In questo contesto non bisogna meravigliarsi se qualche genitore contesta per la mancata convocazione del figlio alla rappresentativa. Appare normale a mamma e papà che il proprio pargolo, secondo in graduatoria per colpa del vento contrario, abbia sempre e comunque diritto ad essere lui a rappresentare la comunità. Una società impostata in forme elitarie non ammette infatti sostituzioni e alternanze.

Questa condizione dovrebbe indurre tutti noi a porci delle domande, perché l’aspetto non appare più sportivo ma politico. Ci dovremmo chiedere come stiamo tirando su le nuove

generazioni e quale mentalità stiamo dando ai nostri figli continuando ad agire in questo modo.

Così anch’io mi sono posto questi interrogativi e per fortuna ritengo di avere la coscienza pulita, perché sono stato il primo e forse l’unico a contestare l’ennesima convocazione di una mia atleta in rappresentativa regionale. Neanche a dirlo l’ho fatto con una circonstanziata lettera nella quale spiegavo al fiduciario tecnico regionale l’assurdità di convocare sempre e solo la stessa atleta per il semplice fatto che saltava un centimetro più delle altre. La mia mentalità porta a ritenere che l’atletica abbia bisogno di tutti ed è importante stimolare e incoraggiare persone diverse. Così facendo potremmo evitare che atleti di (supposta) seconda schiera appendano precocemente le scarpe al chiodo e fornendo loro nuovi stimoli per continuare.

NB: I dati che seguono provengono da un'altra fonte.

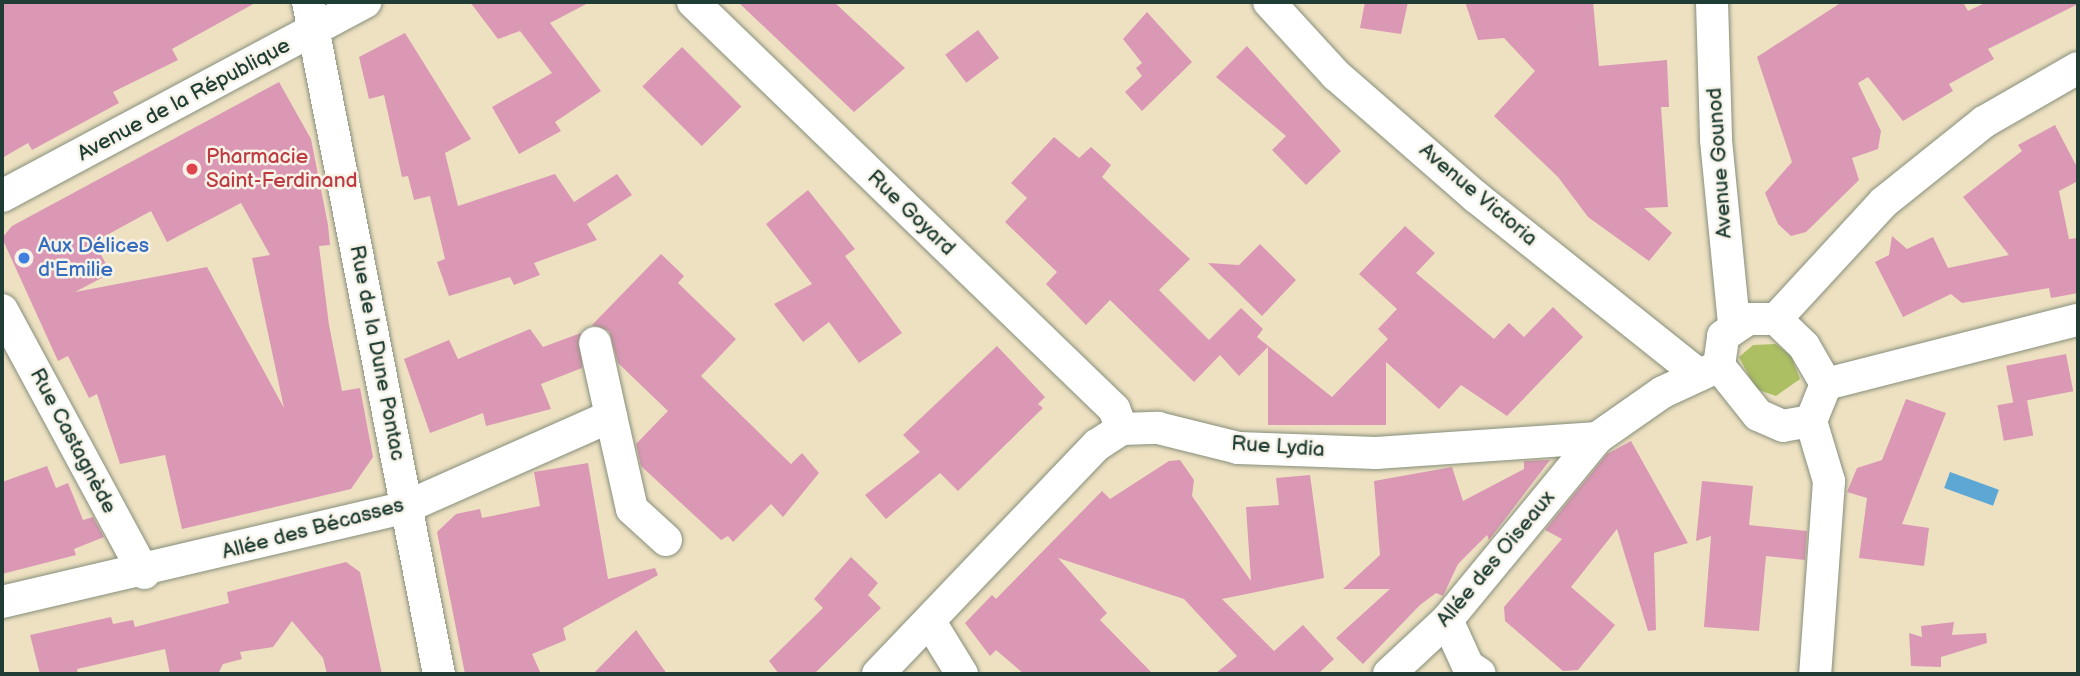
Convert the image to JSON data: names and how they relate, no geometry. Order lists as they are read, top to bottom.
{
  "streets": {
    "street": [
      "Avenue de la République",
      "Avenue Gounod",
      "Avenue Victoria",
      "Rue Goyard",
      "Rue de la Dune Pontac",
      "Rue Castagnède",
      "Rue Lydia",
      "Allée des Bécasses",
      "Allée des Oiseaux"
    ]
  },
  "crossings": [
    ["Avenue de la République", "Rue de la Dune Pontac"],
    ["Avenue Gounod", "Avenue Victoria"],
    ["Avenue Gounod", "Rue Lydia"],
    ["Avenue Victoria", "Rue Lydia"],
    ["Rue Goyard", "Rue Lydia"],
    ["Rue de la Dune Pontac", "Allée des Bécasses"],
    ["Rue Castagnède", "Allée des Bécasses"],
    ["Rue Lydia", "Allée des Oiseaux"]
  ],
  "places": ["Pharmacie Saint-Ferdinand", "Aux Délices d'Emilie"]
}
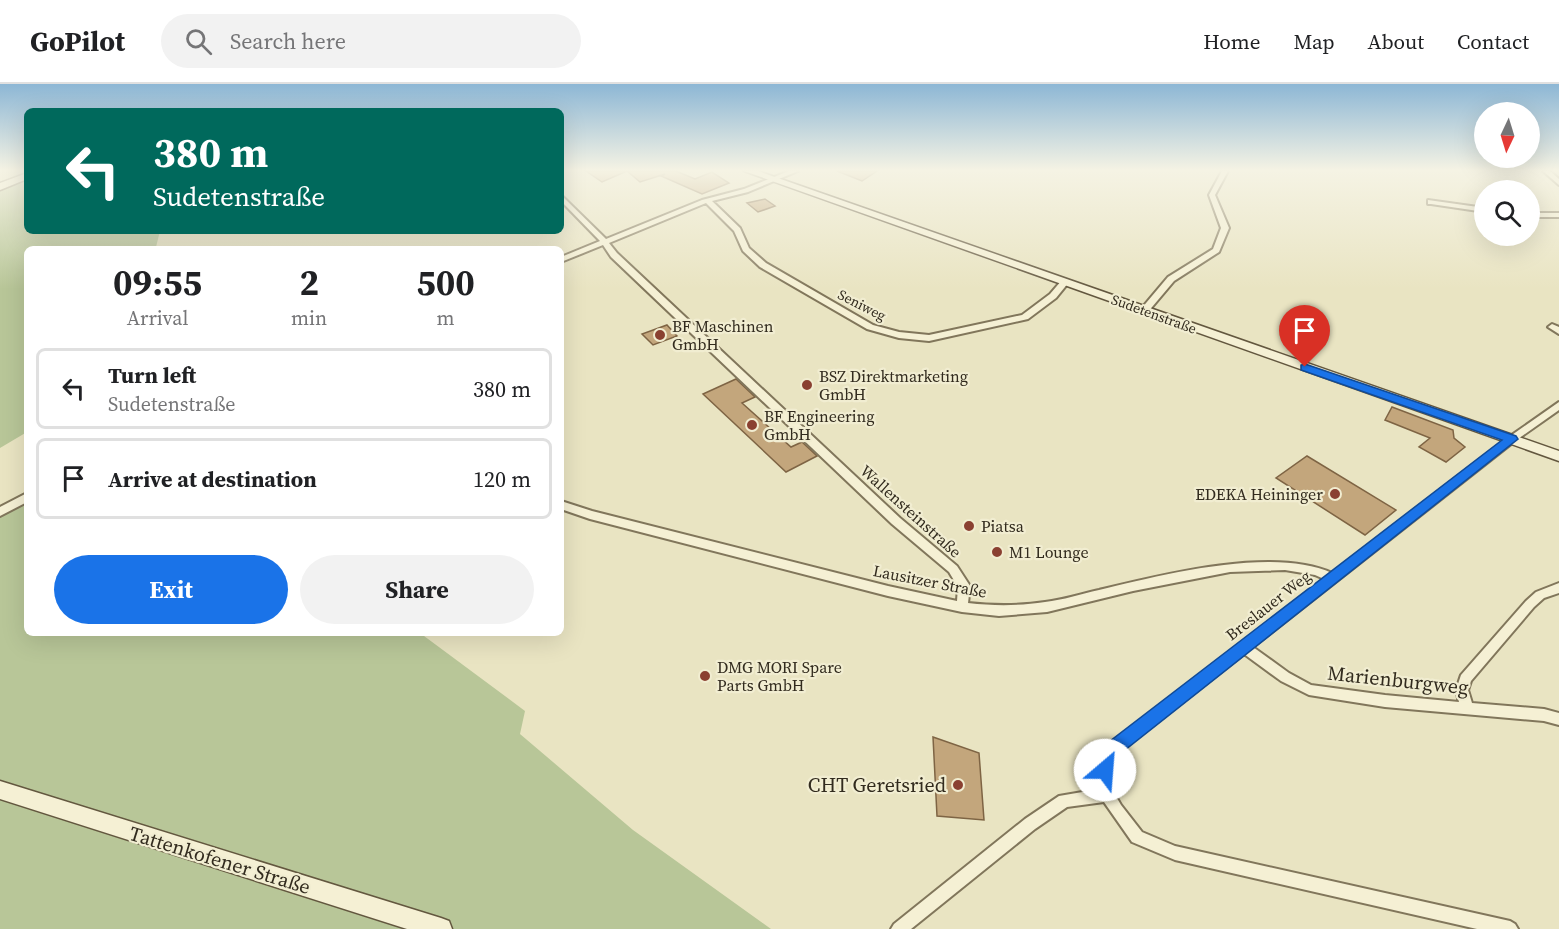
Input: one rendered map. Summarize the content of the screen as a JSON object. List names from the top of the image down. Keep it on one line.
{"streets":{"street":["Seniweg","Sudetenstraße","Wallensteinstraße","Lausitzer Straße","Breslauer Weg","Marienburgweg","Tattenkofener Straße"]},"crossings":[["Seniweg","Sudetenstraße"],["Sudetenstraße","Breslauer Weg"],["Wallensteinstraße","Lausitzer Straße"],["Lausitzer Straße","Breslauer Weg"],["Breslauer Weg","Marienburgweg"]],"places":["BF Maschinen GmbH","BSZ Direktmarketing GmbH","BF Engineering GmbH","EDEKA Heininger","Piatsa","M1 Lounge","DMG MORI Spare Parts GmbH","CHT Geretsried"],"north":"bottom","page":{"header":"GoPilot","search":"Search here","nav":["Home","Map","About","Contact"],"turn":["380 m","Sudetenstraße"],"eta":["09:55","Arrival","2","min","500","m"],"list":[{"name":"Turn left","note":"Sudetenstraße","value":"380 m"},{"name":"Arrive at destination","value":"120 m"}],"buttons":["Exit","Share"]}}
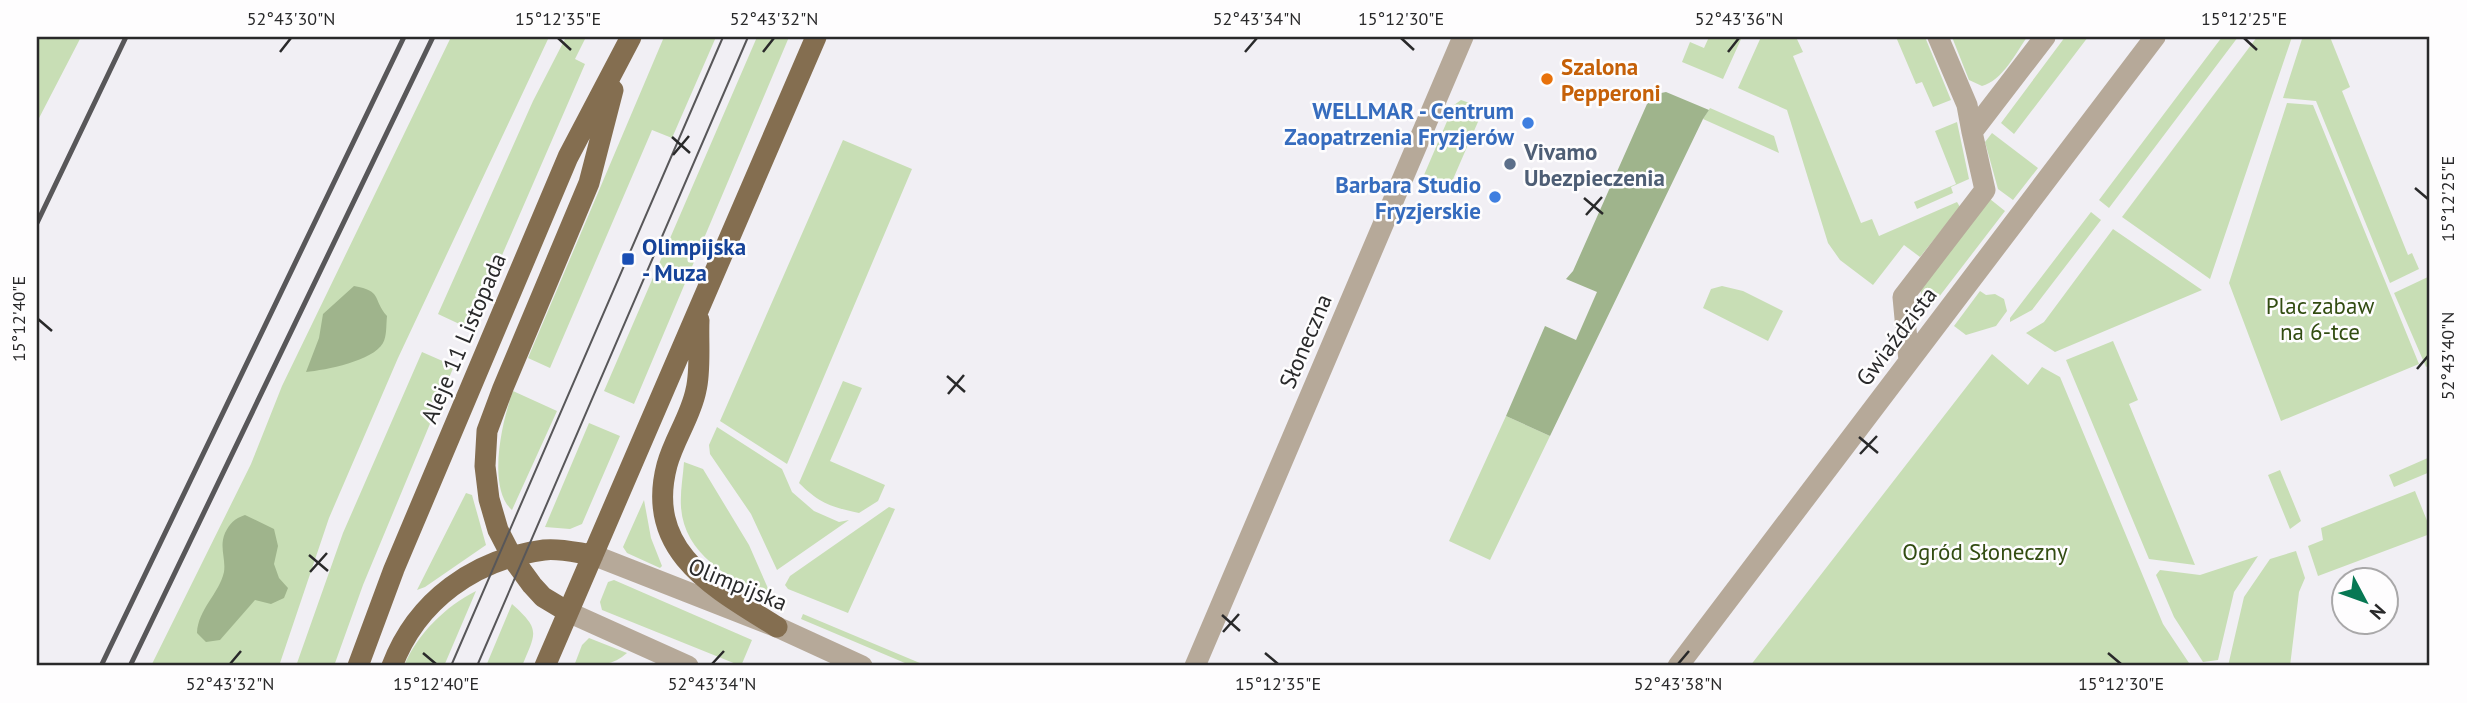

Forse sarebbe semplicemente il caso di togliere alcune esasperazioni e mettere i bisogni dei ragazzi davanti a quelli degli adulti.

Le società, infatti, stanno imponendo (o si fanno imporre) una serie di diktat che portano a:

a) Una pressante attività agonistica;

b) Guardare all’attività per obiettivi prestativi e non tecnici;

c) Selezionare gli atleti in base alle disponibilità mettendo in secondo piano le esigenze dei ragazzi;

d) Pressare i bambini per ottenere presenza alle gare invece che coinvolgerli ed attirarli grazie al gruppo;

e) Non prendere in considerazione le esigenze famigliari quando si scontrano con le scelte sociali;

f) Escludere i genitori dalla gestione societaria per timore di dover mettere in discussione gli obiettivi fondanti e le proprie motivazioni;

g) Esaltare i risultati tecnici dei giovani atleti invece che quelli delle categorie assolute;

 

Quanto detto mette in forte difficoltà i genitori di coloro che, per ritardato accrescimento, minori doti o insufficienti prerequisiti vedono nei loro figli persone che valgono meno di altri perché mancano di portare punteggi adeguati alle gare, non si piazzano sul podio e fanno difetto nel contribuire alla vittoria societaria.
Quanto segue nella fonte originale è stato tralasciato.